===== DATASET ENTRIES =====

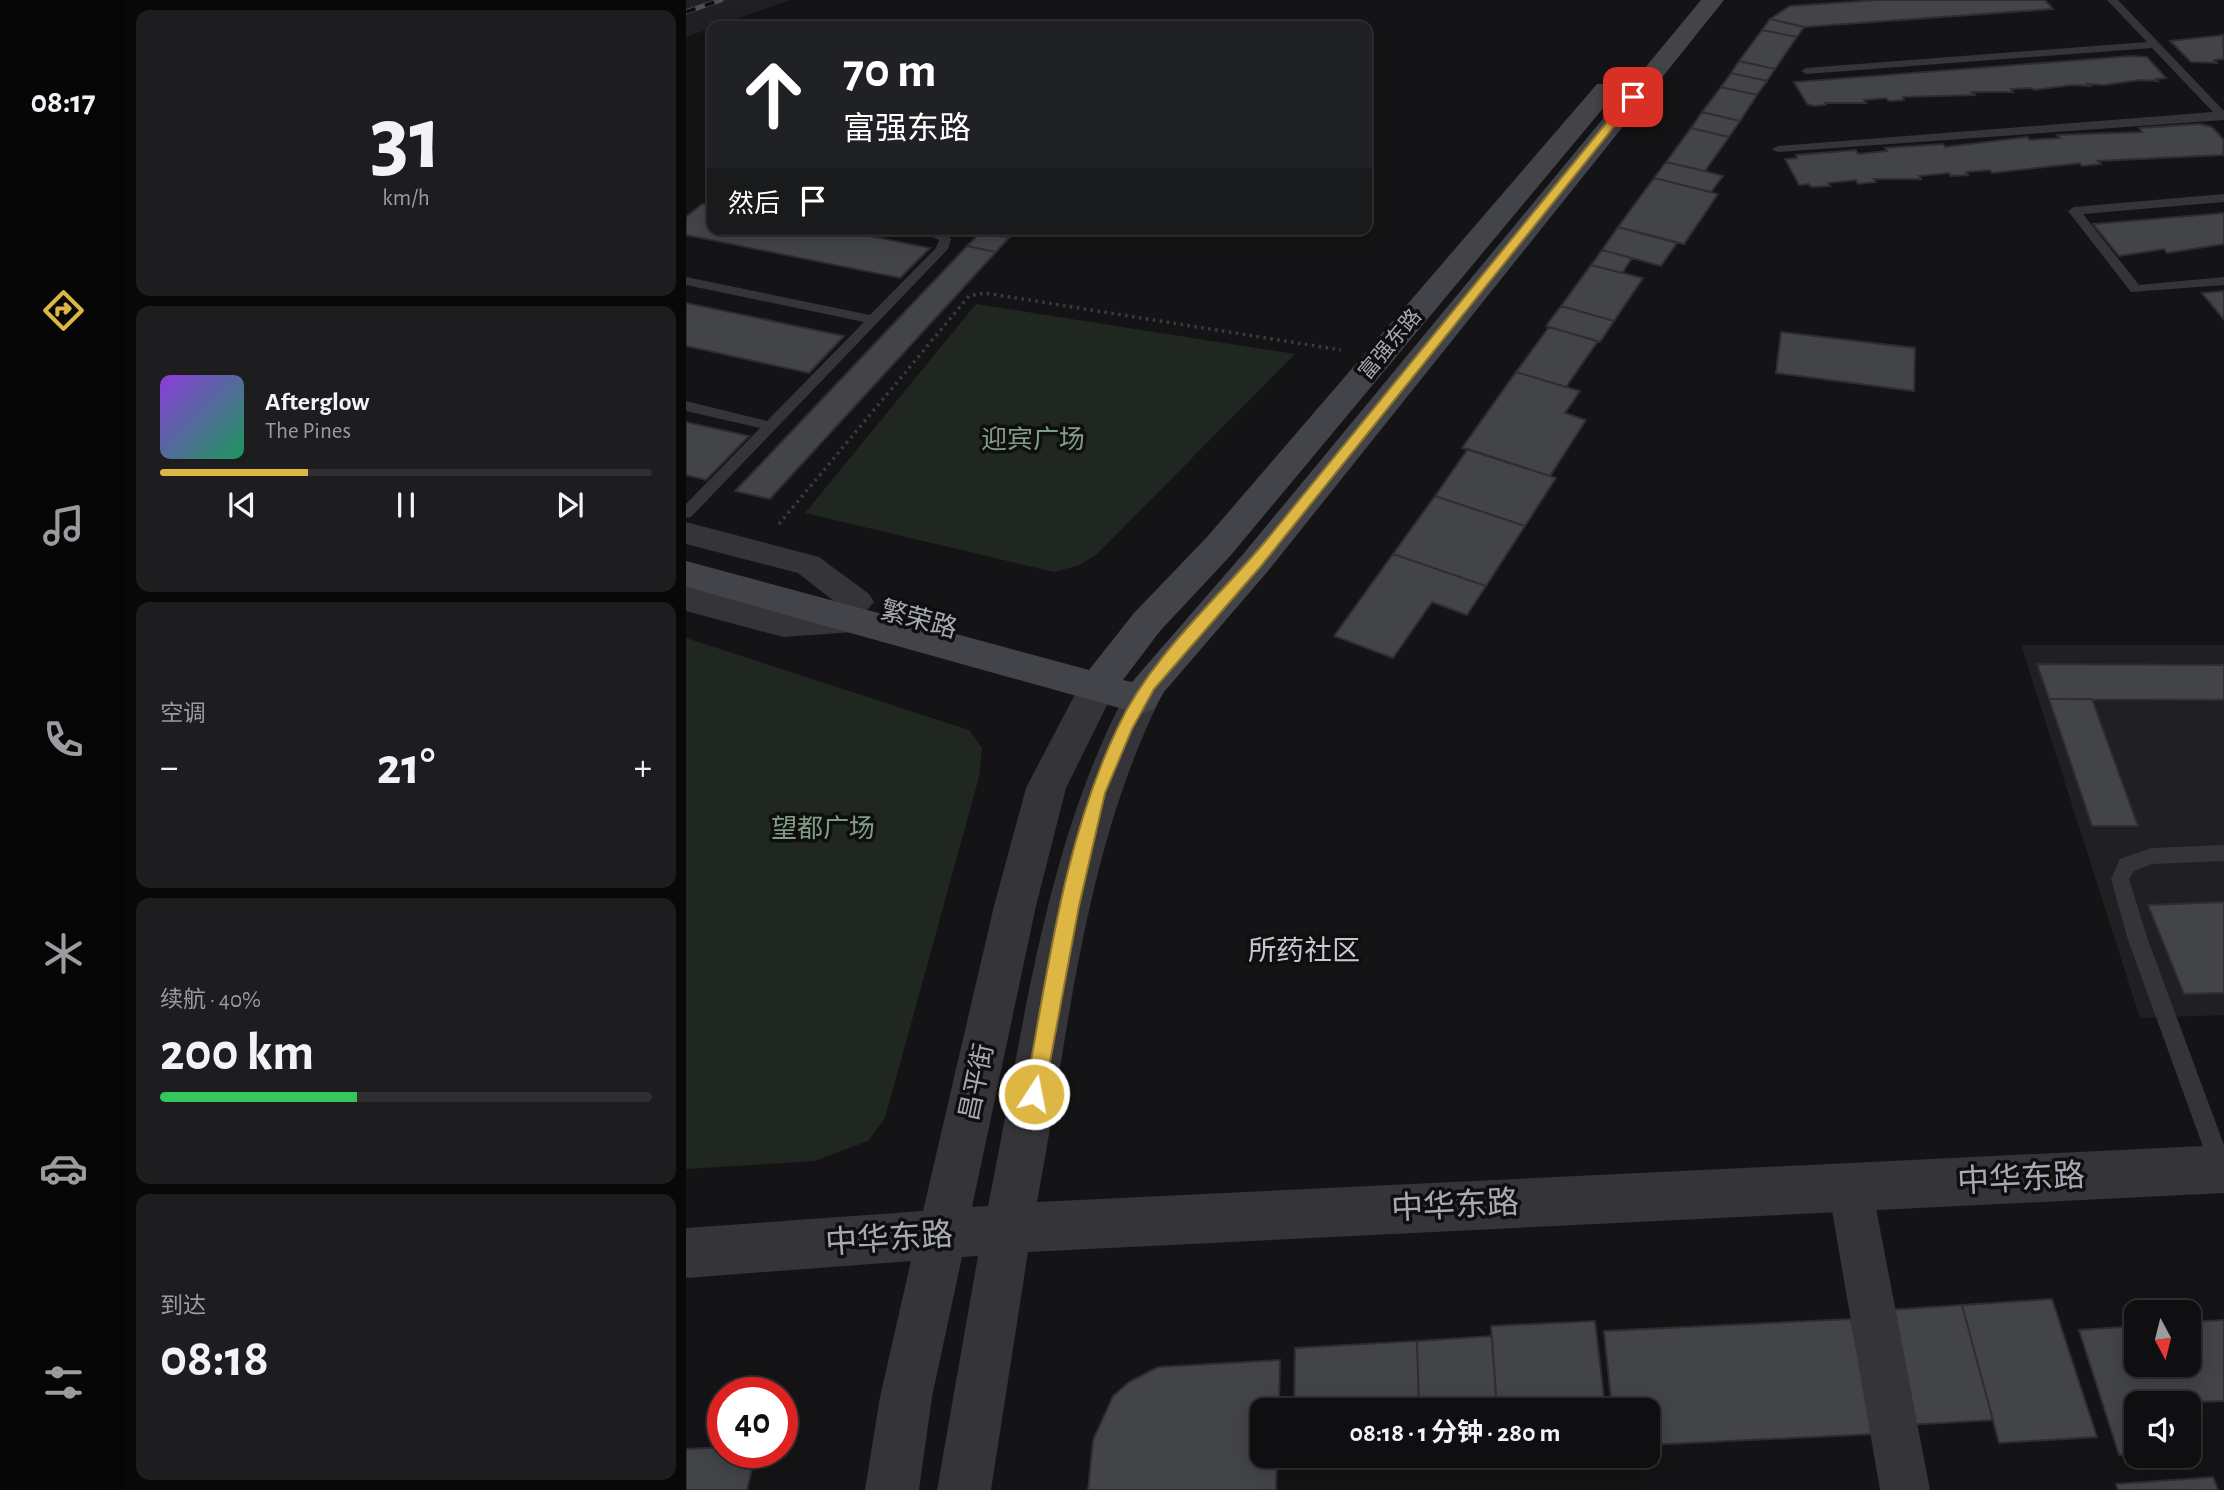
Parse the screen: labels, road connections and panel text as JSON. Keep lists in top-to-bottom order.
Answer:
{
  "streets": {
    "main road": ["富强东路", "繁荣路"],
    "street": ["昌平街", "中华东路"]
  },
  "crossings": [
    ["富强东路", "繁荣路"],
    ["富强东路", "昌平街"],
    ["繁荣路", "昌平街"],
    ["昌平街", "中华东路"]
  ],
  "districts": ["所药社区"],
  "parks": ["迎宾广场", "望都广场"],
  "north": "bottom",
  "page": {
    "tabs": "08:17",
    "tile": [
      ["31", "km/h"],
      "空调",
      ["续航 · 40%", "200 km"],
      ["到达", "08:18"]
    ],
    "turn": ["70 m", "富强东路"],
    "then": "然后",
    "song": ["Afterglow", "The Pines"],
    "heat": ["−", "21°", "+"],
    "limit": "40",
    "trip": "08:18 · 1 分钟 · 280 m"
  }
}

=====

▶ [EXERCISE REQUIREMENTS] Retype each line above precisely, please. Skip anything that is a picture.

▶ [TASK RESPONSE]
Parse the screen: labels, road connections and panel text as JSON. Keep lists in top-to-bottom order.
Answer:
{
  "streets": {
    "main road": ["富强东路", "繁荣路"],
    "street": ["昌平街", "中华东路"]
  },
  "crossings": [
    ["富强东路", "繁荣路"],
    ["富强东路", "昌平街"],
    ["繁荣路", "昌平街"],
    ["昌平街", "中华东路"]
  ],
  "districts": ["所药社区"],
  "parks": ["迎宾广场", "望都广场"],
  "north": "bottom",
  "page": {
    "tabs": "08:17",
    "tile": [
      ["31", "km/h"],
      "空调",
      ["续航 · 40%", "200 km"],
      ["到达", "08:18"]
    ],
    "turn": ["70 m", "富强东路"],
    "then": "然后",
    "song": ["Afterglow", "The Pines"],
    "heat": ["−", "21°", "+"],
    "limit": "40",
    "trip": "08:18 · 1 分钟 · 280 m"
  }
}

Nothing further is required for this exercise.